Launching Z’Chef PCS

Suddenly the light bulb came on—why not start a business doing what I loved?

Launching the business in 2017 was exciting, though not especially lucrative. In truth, it was a slow and somewhat pale beginning. The area simply didn’t support a personal chef business. This was my home turf, the region where I had grown up, and the Pennsylvania Dutch culture prized self-sufficiency. People cooked for themselves, and they cooked well. Looking back, I never actually researched whether personal chefs existed in Berks County, but I suspect there weren’t many. The food culture I was moving toward just didn’t quite fit the place I came from.

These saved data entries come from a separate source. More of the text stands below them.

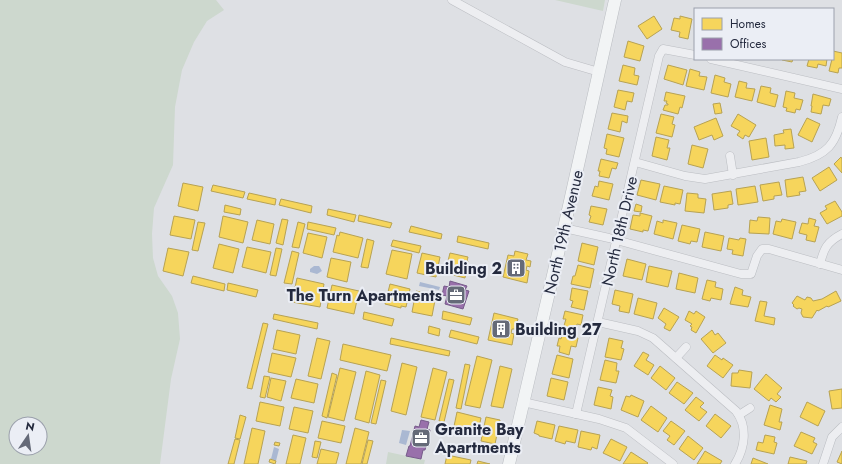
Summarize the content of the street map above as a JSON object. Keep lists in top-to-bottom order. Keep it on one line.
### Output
{"streets":{"main road":["North 19th Avenue"],"street":["North 18th Drive"]},"places":{"building":["Building 2","Building 27"],"office":["The Turn Apartments","Granite Bay Apartments"]},"legend":["Homes","Offices"],"north":"top"}
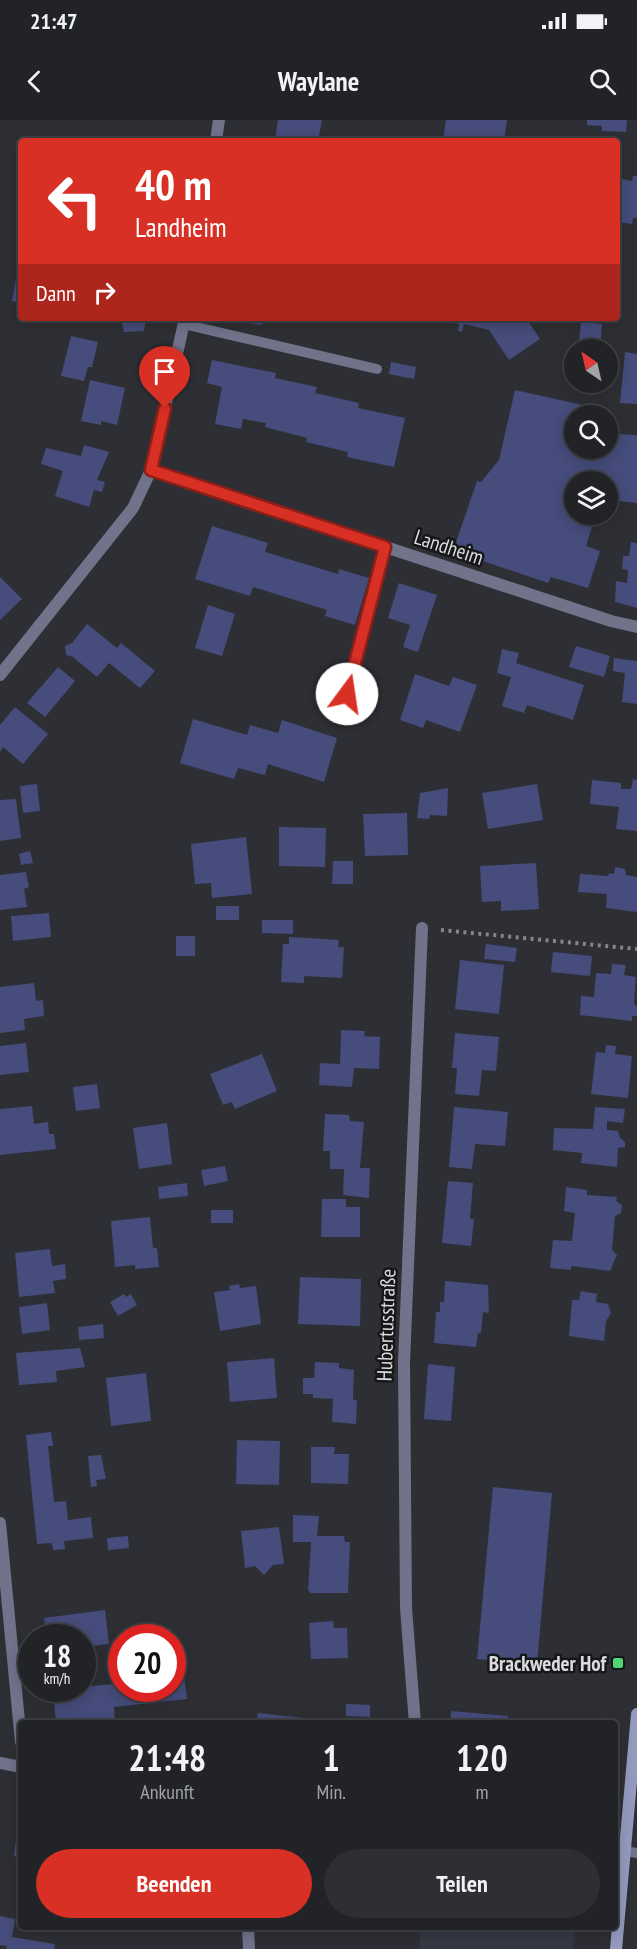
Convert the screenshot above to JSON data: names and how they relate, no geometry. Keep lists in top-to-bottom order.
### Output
{
  "streets": {
    "street": ["Landheim", "Hubertusstraße"]
  },
  "places": {
    "transit": ["Brackweder Hof"]
  },
  "north": "top left",
  "page": {
    "status": "21:47",
    "header": "Waylane",
    "turn": ["40 m", "Landheim"],
    "then": "Dann",
    "speed": "18 km/h",
    "limit": "20",
    "eta": [
      "21:48",
      "Ankunft",
      "1",
      "Min.",
      "120",
      "m"
    ],
    "buttons": ["Beenden", "Teilen"]
  }
}
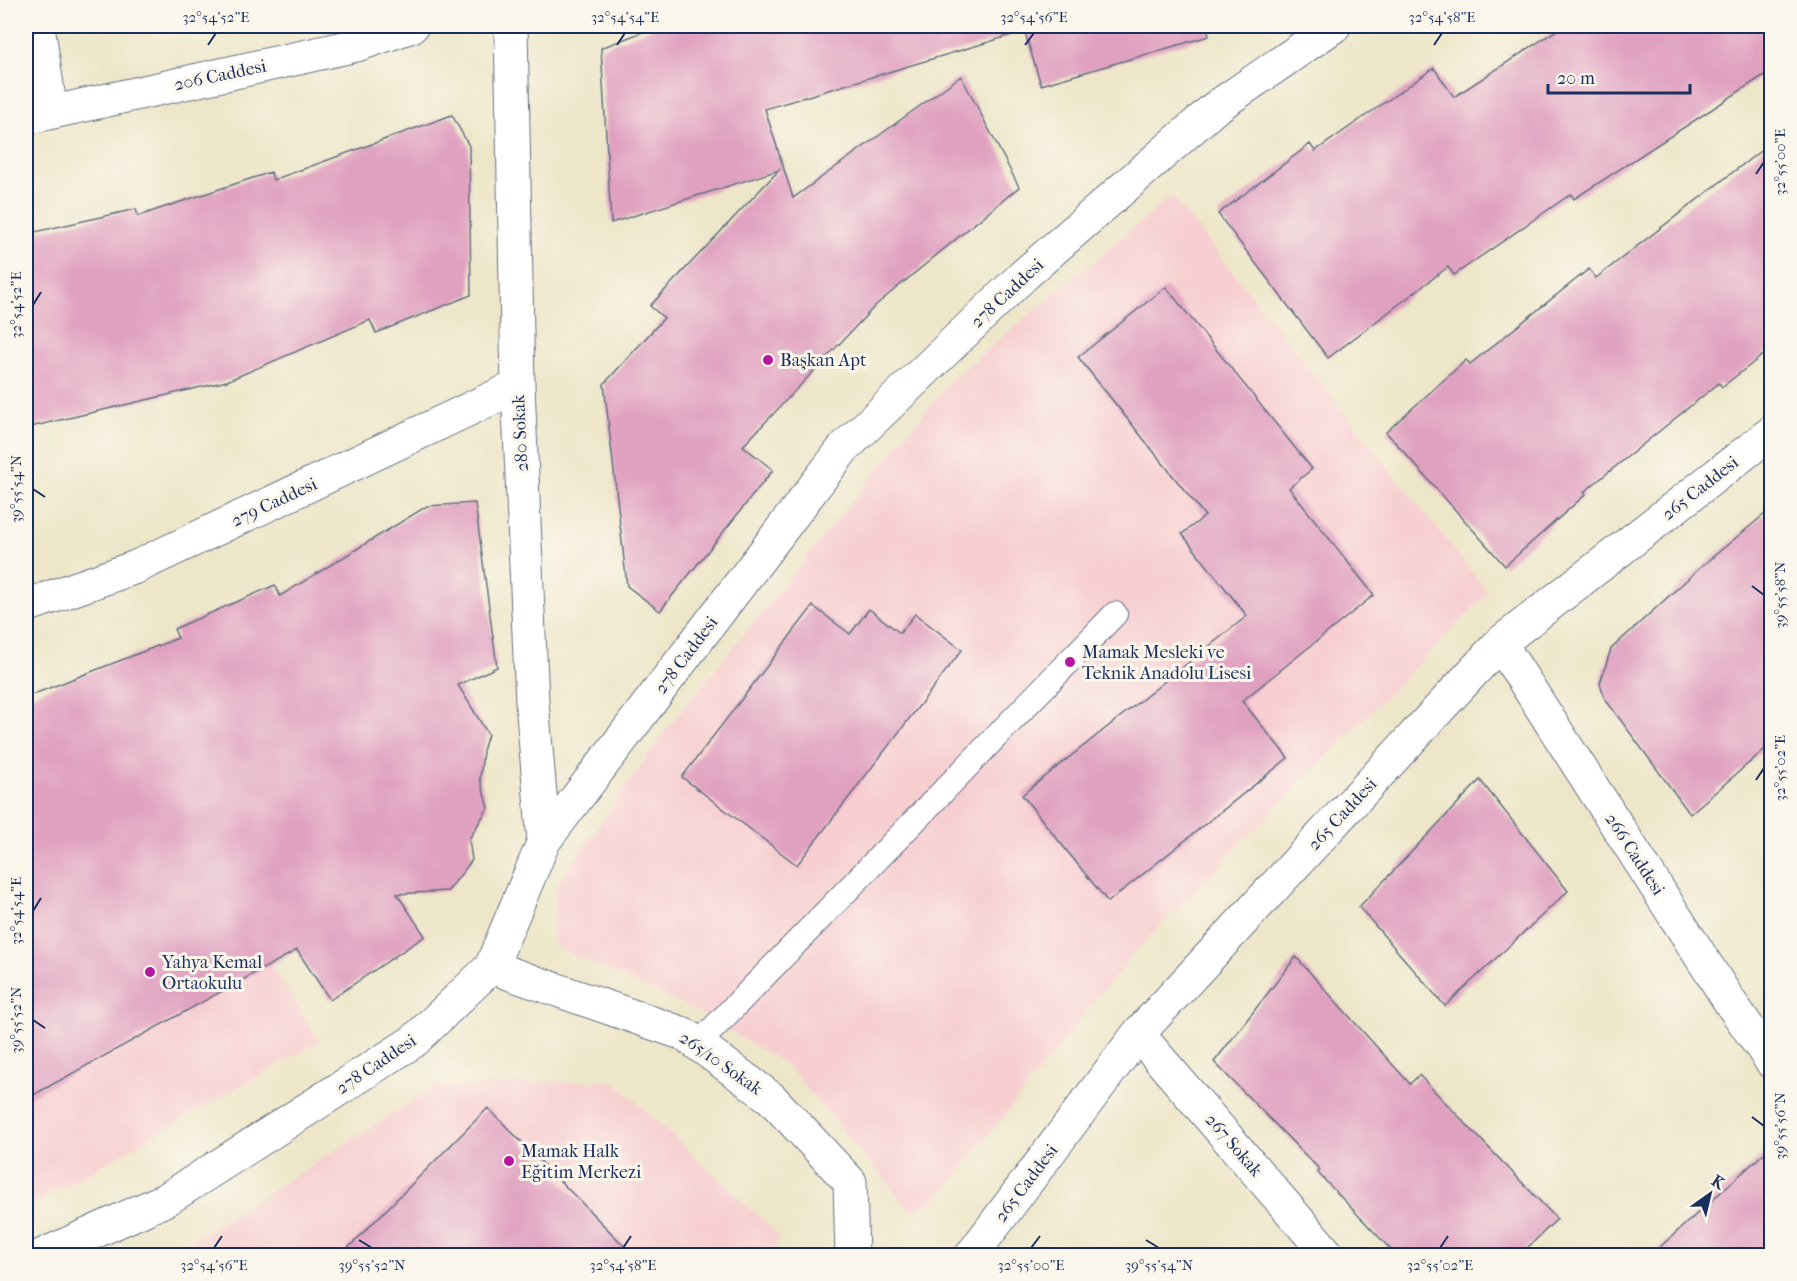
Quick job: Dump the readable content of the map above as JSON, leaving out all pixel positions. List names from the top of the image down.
{
  "streets": {
    "street": [
      "206 Caddesi",
      "278 Caddesi",
      "280 Sokak",
      "265 Caddesi",
      "279 Caddesi",
      "266 Caddesi",
      "265/10 Sokak",
      "267 Sokak"
    ]
  },
  "crossings": [
    ["278 Caddesi", "280 Sokak"],
    ["278 Caddesi", "265/10 Sokak"],
    ["280 Sokak", "279 Caddesi"],
    ["265 Caddesi", "266 Caddesi"],
    ["265 Caddesi", "267 Sokak"]
  ],
  "places": [
    "Başkan Apt",
    "Mamak Mesleki ve Teknik Anadolu Lisesi",
    "Yahya Kemal Ortaokulu",
    "Mamak Halk Eğitim Merkezi"
  ],
  "scale_bar": "20 m",
  "north": "top right",
  "coordinates": [
    "32°54'52\"E",
    "32°54'54\"E",
    "32°54'56\"E",
    "32°54'58\"E",
    "32°55'00\"E",
    "39°55'54\"N",
    "39°55'58\"N",
    "32°55'02\"E",
    "39°55'52\"N",
    "39°55'56\"N"
  ]
}
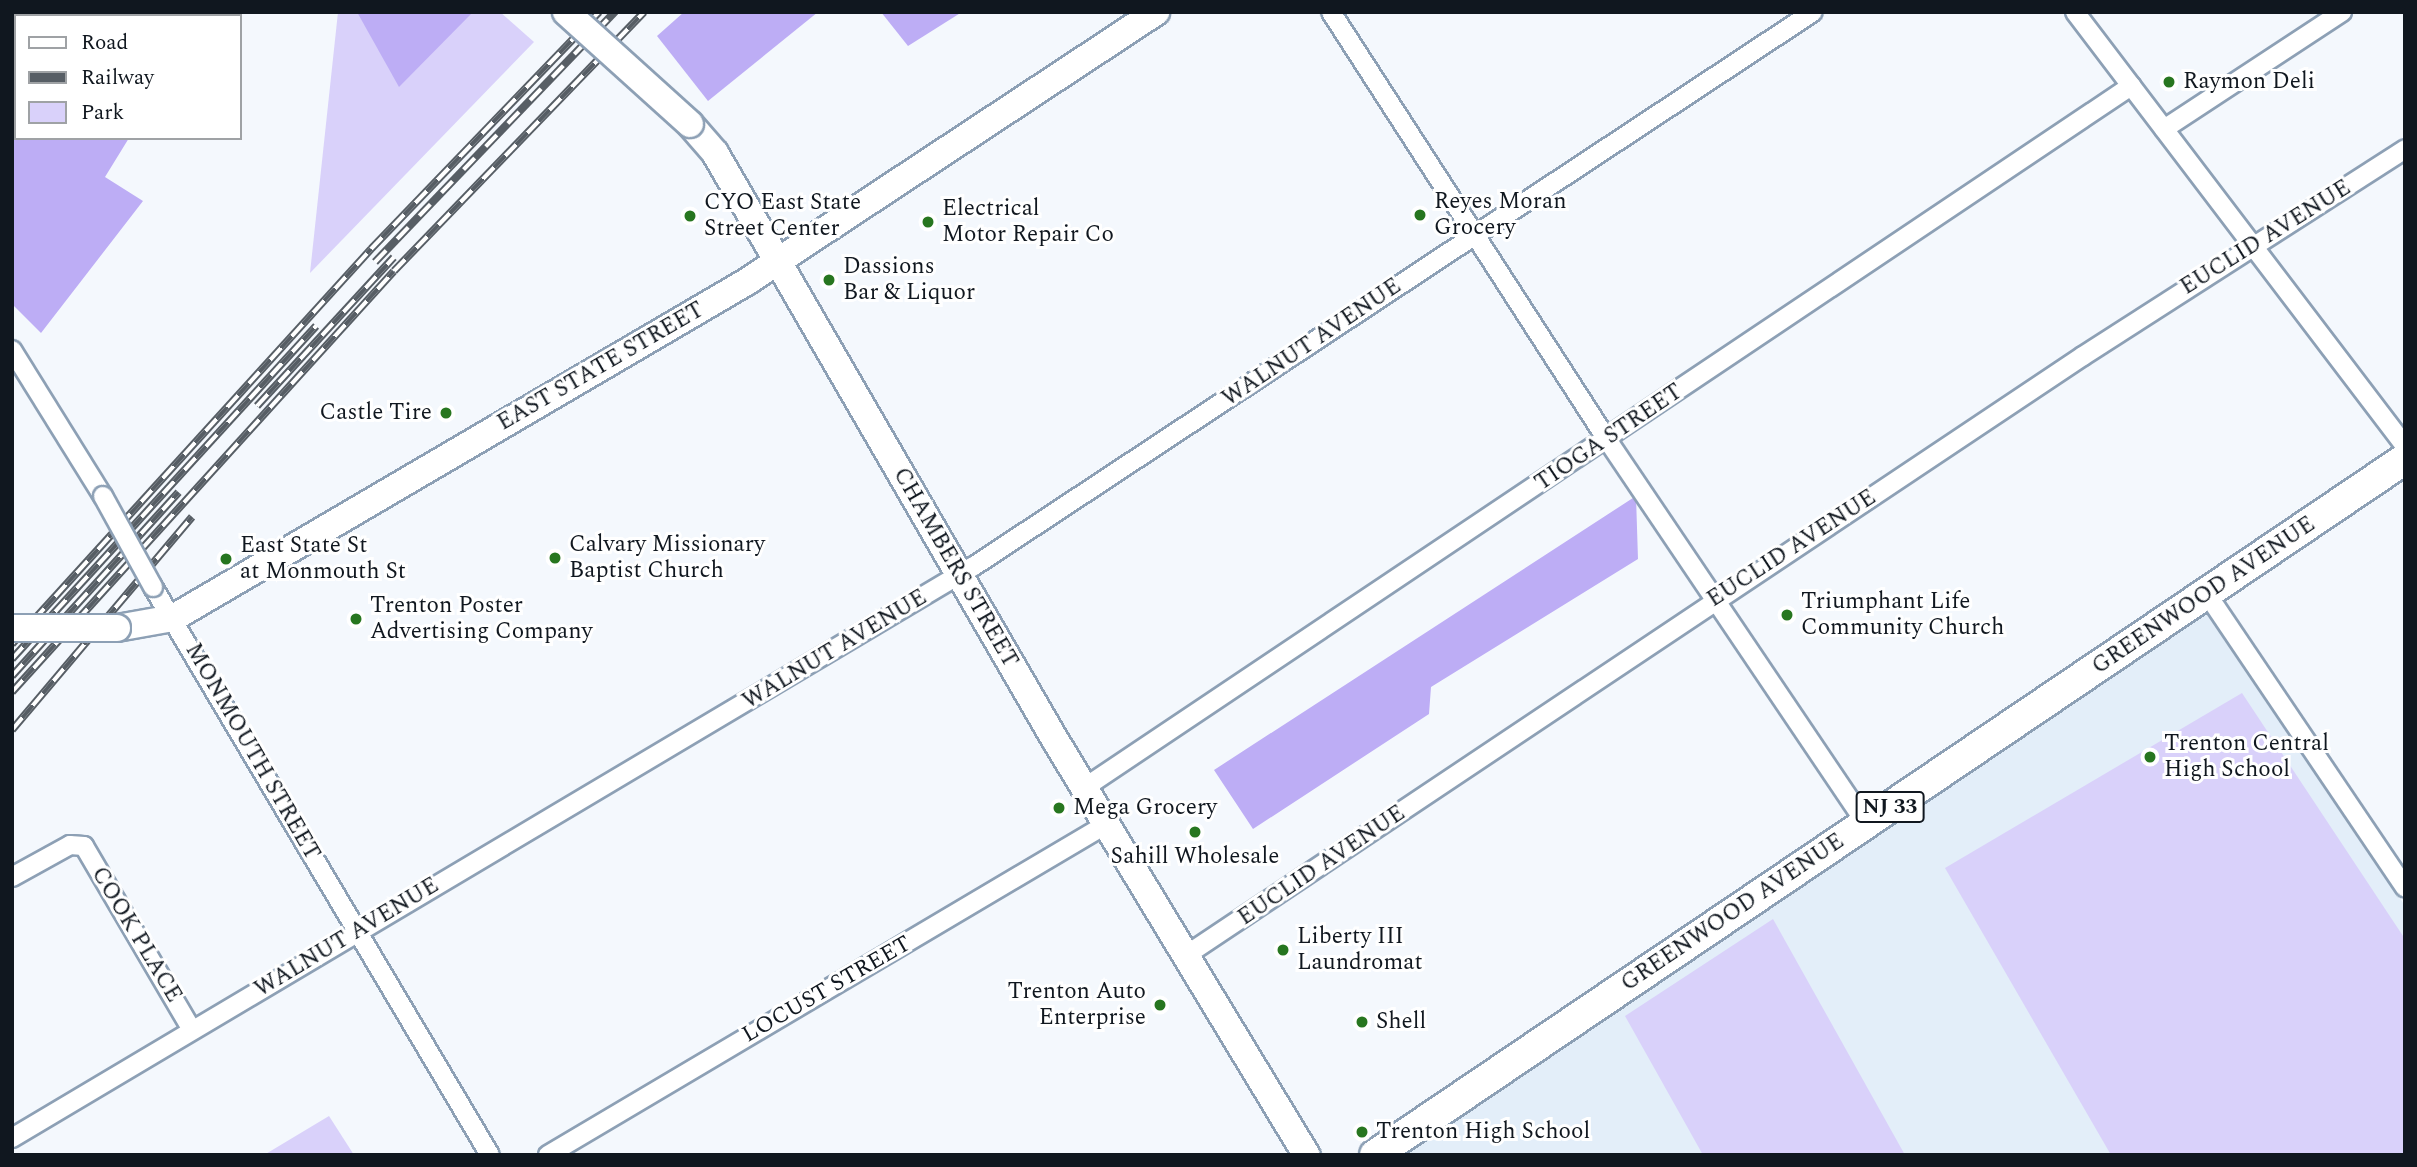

My time creating menus at Adam2 Café and traveling had expanded my palate and imagination. I had discovered a world full of flavor and possibility, and it was clear I was heading in a different direction than my kinsfolk. I had been raised on simple fare—meat and potatoes, honest and good food—and there is nothing wrong with that. But I always found myself curious about what lay beyond the familiar. Food became a way to explore the world and satisfy a deeper hunger to learn and experience something new.

To my surprise, shortly after officially forming my LLC, I landed my first client. He was a very wealthy man who lived alone and wanted me to cook for him regularly. I still remember standing in his kitchen during that first visit, pausing in the middle of my work just to take in the moment—what I was doing and where I was doing it. Maybe the grammar of the thought wasn’t perfect, but the feeling certainly was. It was an awesome moment for me.

Soon, other opportunities followed. I began catering private dinners for an affluent clientele—bankers, lawyers, and others who appreciated the experience I was offering. It was rewarding work and an eye-opening glimpse into a small demographic that valued good food prepared well. For a time, I had found my place, and I was their guy to deliver the goods.

This continued for about two years. Alongside the private work, I was still cooking at Common Ground for retreats and special events. Yet despite the satisfaction of the work, it never quite provided for us financially the way we had hoped. It all felt like a dream that had not fully taken shape.

Then everything changed.

Carrie was offered a job in Whitmore Lake, Michigan, just twenty minutes from Ann Arbor. Our long-term plan had been to move there eventually to help care for her mother, who had been widowed for two years, but that move wasn’t supposed to happen for another three years. Life, however, had other plans. By February of 2020, we were packing up and heading to Michigan.

Three weeks after we arrived in Ann Arbor, the world shut down because of COVID-19.

It was a strange and unsettling time. Almost overnight, life as we knew it changed completely.

You know the rest of that story. . . . !#?